What the task requires:
Among the entries that follow, find the lines containing the string "BATALLA" and copy them.

Stored items
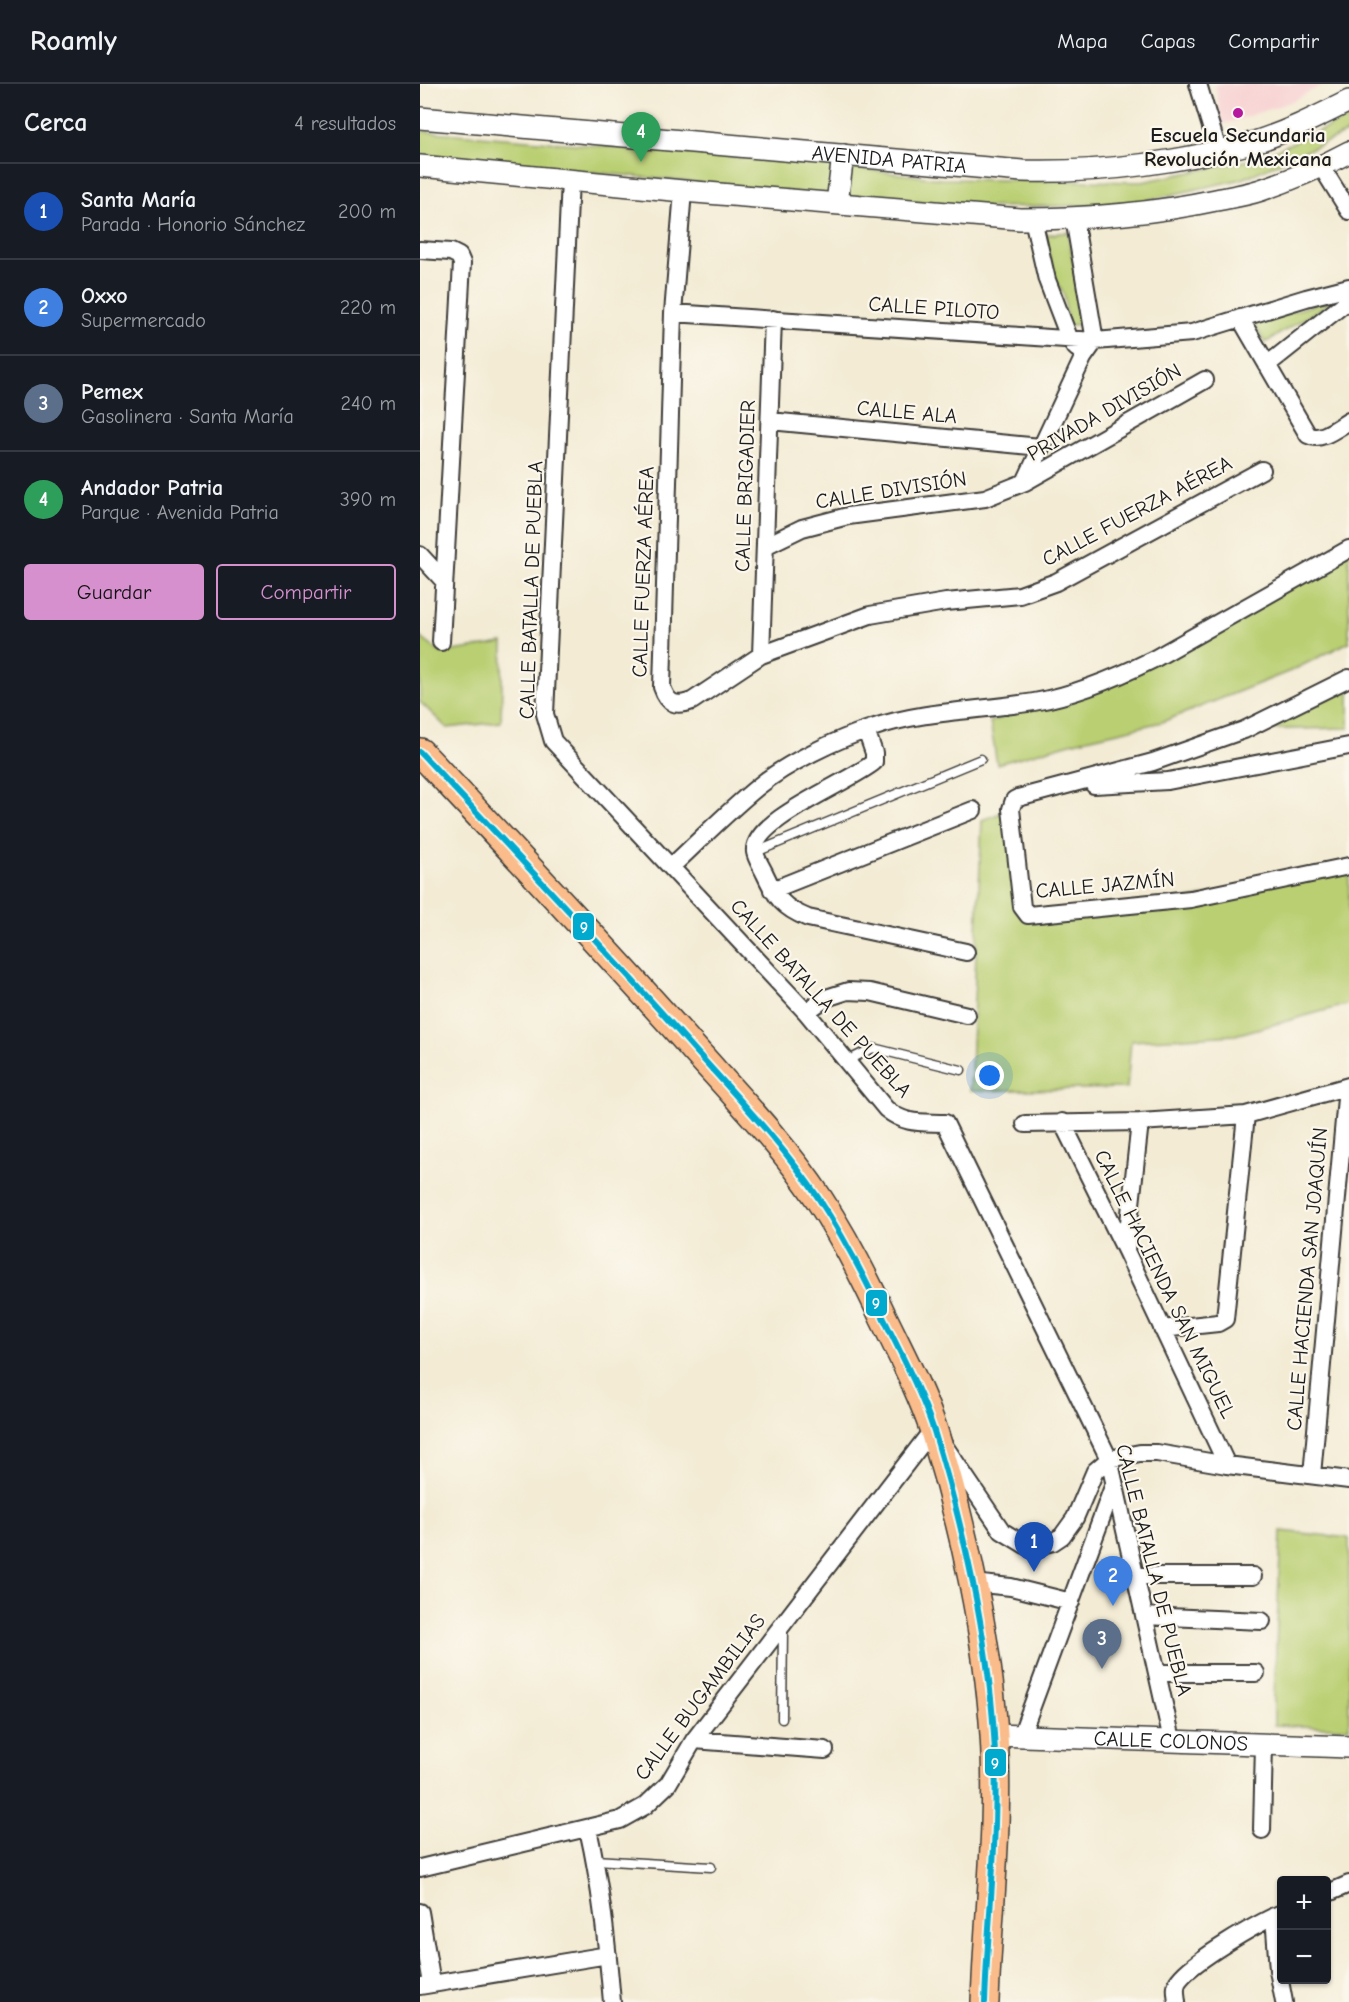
<!DOCTYPE html>
<html lang="es">
<head>
<meta charset="utf-8">
<style>
  :root { --surface:#171b24; --page:#242831; --text:#f1f3f6; --muted:#9ea1a6; --line:#363941; --accent:#d690ce }
  body { margin:0; font-family:"Comic Neue",sans-serif; background:var(--page); color:var(--text) }
  .controls { position:absolute; right:18px; bottom:18px; display:grid; overflow:hidden; border-radius:6px; box-shadow:0 2px 4px #0004 }
  .controls button { width:54px; height:54px; display:grid; place-items:center; padding:0; border:0; border-bottom:2px solid var(--line); background:var(--surface); color:var(--text); font:30px sans-serif }
  .you { position:absolute; left:570px; top:992px; width:21px; height:21px; margin:-15px; border:4px solid #fff; border-radius:50%; background:#1a73e8; box-shadow:0 0 0 9px #1a73e833 }
  .badge { display:grid; place-items:center; width:39px; height:39px; border-radius:50%; background:var(--accent); color:#fff; font-size:20px; font-weight:700 }
  .pin { position:absolute; translate:-50% -50px; filter:drop-shadow(0 2px 3px #0008) }
  .pin::after { content:''; position:absolute; top:32px; width:21px; height:18px; background:inherit; clip-path:polygon(0 0,100% 0,50% 100%) }
  .list { margin:0; padding:0; list-style:none }
  h2 { display:flex; justify-content:space-between; align-items:center; height:78px; margin:0; padding:0 24px; font-size:26px }
  h2 small { font-size:20px; font-weight:400; color:var(--muted) }
  .list li { display:grid; grid-template-columns:39px 1fr auto; gap:18px; align-items:center; box-sizing:border-box; height:96px; padding:0 24px; border-top:2px solid var(--line) }
  .list b { display:block; font-size:22px; white-space:nowrap }
  .list p { margin:0; font-size:20px; white-space:nowrap; color:var(--muted) }
  .list em { font-size:20px; font-style:normal; color:var(--muted) }
  .actions { display:flex; gap:12px; padding:18px 24px }
  .actions a { flex:1; padding:14px 0; border:2px solid var(--accent); border-radius:6px; text-align:center; font-size:21px; color:var(--accent) }
  .actions .main { background:var(--accent); color:#111 }
  .map { position:relative; flex:none; width:929px; height:1918px; overflow:hidden }
  header { display:flex; align-items:center; gap:36px; box-sizing:border-box; height:84px; padding:0 30px; background:var(--surface); border-bottom:2px solid var(--line) }
  header strong { font-size:28px }
  nav { display:flex; gap:33px; margin-inline-start:auto; font-size:21px }
  main { display:flex }
  aside { flex:1; background:var(--surface) }
  .map>svg:first-child { display:block }
  .built { fill:#f7cfd0 }
  .green { fill:#bacf72; stroke:#6b7647; stroke-width:1.5 }
  .lines { fill:none; stroke-linecap:round; stroke-linejoin:round }
  .service-casing { stroke:#3c3b38; stroke-width:11 }
  .minor-casing { stroke:#3c3b38; stroke-width:20 }
  .tertiary-casing { stroke:#3c3b38; stroke-width:24 }
  .trunk-casing { stroke:#3c3b38; stroke-width:30 }
  .service { stroke:#fff; stroke-width:8 }
  .minor { stroke:#fff; stroke-width:16 }
  .tertiary { stroke:#fff; stroke-width:21 }
  .trunk { stroke:#f9bc8a; stroke-width:27 }
  .bus-1-casing { stroke:#fbf7ec; stroke-width:10 }
  .bus-1 { stroke:#00a9ce; stroke-width:6 }
  .poi-dot { fill:#b5179e; stroke:#fbf7ec; stroke-width:2 }
  .labels { text-anchor:middle; dominant-baseline:central; stroke-width:4.5; stroke-linejoin:round; paint-order:stroke }
  .poi-label { font-size:21px; font-weight:bold; fill:#1c1c1c; stroke:#fbf7ec }
  .street-label { font-size:21px; fill:#1c1c1c; stroke:#fbf7ec }
  .line-badge { stroke:#fbf7ec; stroke-width:2 }
  .badge-label { font-size:16px; text-anchor:middle; font-weight:bold; fill:#fff }
</style>
</head>
<body>
<header>
<strong>Roamly</strong>
<nav><a>Mapa</a><a>Capas</a><a>Compartir</a></nav>
</header>
<main>
<aside>
<h2>Cerca<small>4 resultados</small></h2>
<ul class="list">
<li><span class="badge" style="background:#1a4fb4">1</span><div><b>Santa María</b><p>Parada · Honorio Sánchez</p></div><em>200 m</em></li>
<li><span class="badge" style="background:#3f7fe0">2</span><div><b>Oxxo</b><p>Supermercado</p></div><em>220 m</em></li>
<li><span class="badge" style="background:#5c6f8a">3</span><div><b>Pemex</b><p>Gasolinera · Santa María</p></div><em>240 m</em></li>
<li><span class="badge" style="background:#2e9e5b">4</span><div><b>Andador Patria</b><p>Parque · Avenida Patria</p></div><em>390 m</em></li>
</ul>
<div class="actions"><a class="main">Guardar</a><a>Compartir</a></div>
</aside>
<div class="map">
<svg width="929" height="1918" viewBox="0 0 929 1918">
  <rect width="100%" height="100%" fill="#fbf7ec"/>
  <filter id="ink" filterUnits="userSpaceOnUse"><feTurbulence type="fractalNoise" baseFrequency=".0167" numOctaves="2"/><feDisplacementMap in="SourceGraphic" scale="12" xChannelSelector="R" yChannelSelector="G"/><feConvolveMatrix kernelMatrix="1 2 1 2 8 2 1 2 1" color-interpolation-filters="sRGB"/></filter>
  <filter id="wash" filterUnits="userSpaceOnUse"><feTurbulence type="fractalNoise" baseFrequency=".008" numOctaves="4" result="noise"/><feDisplacementMap in="SourceGraphic" scale="24" xChannelSelector="R" yChannelSelector="G"/><feGaussianBlur stdDeviation="1.35" result="paint"/><feColorMatrix in="noise" values="0 0 0 0 0 0 0 0 0 0 0 0 0 0 0 0 0 1.4 0 .05"/><feComposite in="paint" operator="in"/></filter>
  <g filter="url(#wash)">
    <rect width="100%" height="100%" fill="#f3ebd4"/>
    <!-- built -->
    <path class="built" d="M795,0H904L870,18L802,41Z"/>
    <!-- green -->
    <path class="green" d="M929,34V48L822,95L705,121L559,123L385,109L0,71V47L409,81L521,95L722,98L835,75Z
      M648,148L663,239L648,242L644,211L634,193L625,151Z
      M917,214L845,259L834,239Z
      M929,466V558L873,586L742,638L654,658L577,680L570,638L706,589Z
      M0,553L21,569L83,559L81,638L27,644L0,618Z
      M929,593V644L824,646Z
      M591,725L604,828L771,815L929,782V920L815,951L711,957L707,1004L550,1007L562,736Z
      M861,1447L929,1454V1644L854,1641V1613Z"/>
  </g>
  <g filter="url(#ink)">
    <g class="lines">
      <!-- service casing -->
      <g class="service-casing">
        <path id="service" d="M336,768L561,675
          M427,977L453,964L541,986
          M362,1635L363,1545
          M175,1776L291,1783"/>
      </g>
      <!-- minor casing -->
      <g class="minor-casing">
        <path id="minor" d="M778,0L798,66
          M901,82L929,127
          M150,96L125,630L133,657L386,928L466,1025C486,1041 500,1038 525,1039L689,1375L752,1656
          M263,107L253,229L242,603C248,620 255,623 272,617L341,571L450,531L526,518L600,511L636,498L842,386
          M613,135L627,196L650,256L656,264
          M0,166L31,168L39,172L42,179L21,558
          M253,229L675,257L772,249L886,214L929,203
          M820,234L888,351C901,358 917,344 929,337
          M847,281L929,216
          M350,337L621,363
          M605,398L663,274L675,257L654,134
          M345,462L382,444L428,432L565,414L605,398L785,296
          M0,471L23,496
          M341,571L353,235
          M929,594L824,646L733,678L598,714L594,716L591,725L602,823L608,831L771,815L929,782
          M446,646L454,669V678C431,698 331,736 335,768C336,775 342,783 345,790C356,814 363,824 388,834L546,868
          M674,701L748,697L929,662
          M252,782C280,756 308,727 339,702C367,679 417,655 452,644C504,626 560,627 614,618C656,611 696,594 734,575L929,465
          M352,806L553,726
          M386,928L406,914L428,907L450,908L547,931
          M642,1038L706,1167L807,1381
          M605,1040L720,1038L826,1031L929,1002
          M706,1166L720,1038
          M742,1245L798,1239L805,1235L826,1031
          M892,1391L927,1003
          M715,1492H833
          M552,1499L591,1503L651,1518
          M724,1532L842,1537
          M737,1589H836
          M601,1652L694,1400
          M274,1656L405,1666
          M168,1745C181,1802 187,1860 192,1918
          M842,1746L844,1660
          M0,1784L200,1736L225,1722L248,1700L274,1656L513,1345L582,1447L605,1461L614,1463L633,1458L642,1452L655,1434L675,1387L689,1375L720,1369H737L807,1381L929,1396
          M906,1810L929,1800
          M0,1828L12,1900
          M854,1832L858,1886L864,1918
          M0,1902L188,1871
          M757,1918C756,1910 754,1902 759,1896C774,1876 838,1839 862,1829"/>
      </g>
      <!-- tertiary casing -->
      <g class="tertiary-casing">
        <g id="tertiary">
          <path id="s1" d="M0,34L602,87C677,89 755,79 828,60C863,50 897,33 929,17"/>
          <path d="M0,82L263,107L600,135C666,135 731,130 796,116C811,113 826,111 841,106C871,96 901,83 929,68"/>
          <path d="M417,119L423,71"/>
          <path id="s2" d="M574,1651L929,1663"/>
        </g>
      </g>
      <!-- trunk casing -->
      <g class="trunk-casing">
        <path id="trunk" d="M0,668C92,766 185,864 274,965C317,1013 363,1061 399,1115C424,1153 445,1194 464,1235C482,1272 501,1308 514,1347C543,1441 568,1553 574,1651C580,1740 568,1829 565,1918"/>
      </g>
      <!-- service -->
      <use href="#service" class="service"/>
      <!-- minor -->
      <use href="#minor" class="minor"/>
      <!-- tertiary -->
      <use href="#tertiary" class="tertiary"/>
      <!-- trunk -->
      <use href="#trunk" class="trunk"/>
      <!-- bus-1 casing -->
      <g class="bus-1-casing">
        <path id="bus-1" d="M0,668C92,766 185,864 274,965C317,1013 363,1061 399,1115C424,1153 445,1194 464,1235C482,1272 501,1308 514,1347C543,1441 568,1553 574,1651C580,1740 568,1829 565,1918"/>
      </g>
      <!-- bus-1 -->
      <use href="#bus-1" class="bus-1"/>
    </g>
  </g>
  <!-- markers -->
  <circle class="poi-dot" cx="818" cy="29" r="6"/>
  <g class="labels">
    <!-- poi labels -->
    <g class="poi-label">
      <text x="818" y="51">Escuela Secundaria<tspan x="818" dy="24">Revolución Mexicana</tspan></text>
    </g>
    <!-- street labels -->
    <g class="street-label">
      <text stroke="none"><textPath href="#s1" startOffset="471">AVENIDA PATRIA</textPath></text>
      <text transform="translate(514 224) rotate(4)">CALLE PILOTO</text>
      <text transform="translate(487 328) rotate(5)">CALLE ALA</text>
      <text transform="translate(684 328) rotate(-30)">PRIVADA DIVISIÓN</text>
      <text transform="translate(325 402) rotate(-88)">CALLE BRIGADIER</text>
      <text transform="translate(471 406) rotate(-9)">CALLE DIVISIÓN</text>
      <text transform="translate(717 427) rotate(-28)">CALLE FUERZA AÉREA</text>
      <text transform="translate(223 488) rotate(-88)">CALLE FUERZA AÉREA</text>
      <text transform="translate(111 506) rotate(-88)">CALLE BATALLA DE PUEBLA</text>
      <text transform="translate(685 801) rotate(-5)">CALLE JAZMÍN</text>
      <text transform="translate(401 914) rotate(48)">CALLE BATALLA DE PUEBLA</text>
      <text transform="translate(887 1195) rotate(-85)">CALLE HACIENDA SAN JOAQUÍN</text>
      <text transform="translate(745 1200) rotate(64)">CALLE HACIENDA SAN MIGUEL</text>
      <text transform="translate(734 1486) rotate(76)">CALLE BATALLA DE PUEBLA</text>
      <text transform="translate(280 1613) rotate(-53)">CALLE BUGAMBILIAS</text>
      <text stroke="none"><textPath href="#s2" startOffset="177">CALLE COLONOS</textPath></text>
    </g>
  </g>
  <g class="line-badge">
    <rect x="152" y="828" width="23" height="29" rx="6" fill="#00a9ce"/>
    <rect x="445" y="1205" width="23" height="28" rx="6" fill="#00a9ce"/>
    <rect x="564" y="1664" width="23" height="29" rx="6" fill="#00a9ce"/>
  </g>
  <g class="badge-label">
    <text x="164" y="849">9</text>
    <text x="456" y="1225">9</text>
    <text x="575" y="1685">9</text>
  </g>
</svg>
<div class="controls">
<button>+</button>
<button>−</button>
</div>
<div class="you"></div>
<div class="pin badge" style="left:614px;top:1488px;background:#1a4fb4">1</div>
<div class="pin badge" style="left:693px;top:1522px;background:#3f7fe0">2</div>
<div class="pin badge" style="left:682px;top:1585px;background:#5c6f8a">3</div>
<div class="pin badge" style="left:221px;top:78px;background:#2e9e5b">4</div>
</div>
</main>
</body>
</html>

Result:
      <text transform="translate(111 506) rotate(-88)">CALLE BATALLA DE PUEBLA</text>
      <text transform="translate(401 914) rotate(48)">CALLE BATALLA DE PUEBLA</text>
      <text transform="translate(734 1486) rotate(76)">CALLE BATALLA DE PUEBLA</text>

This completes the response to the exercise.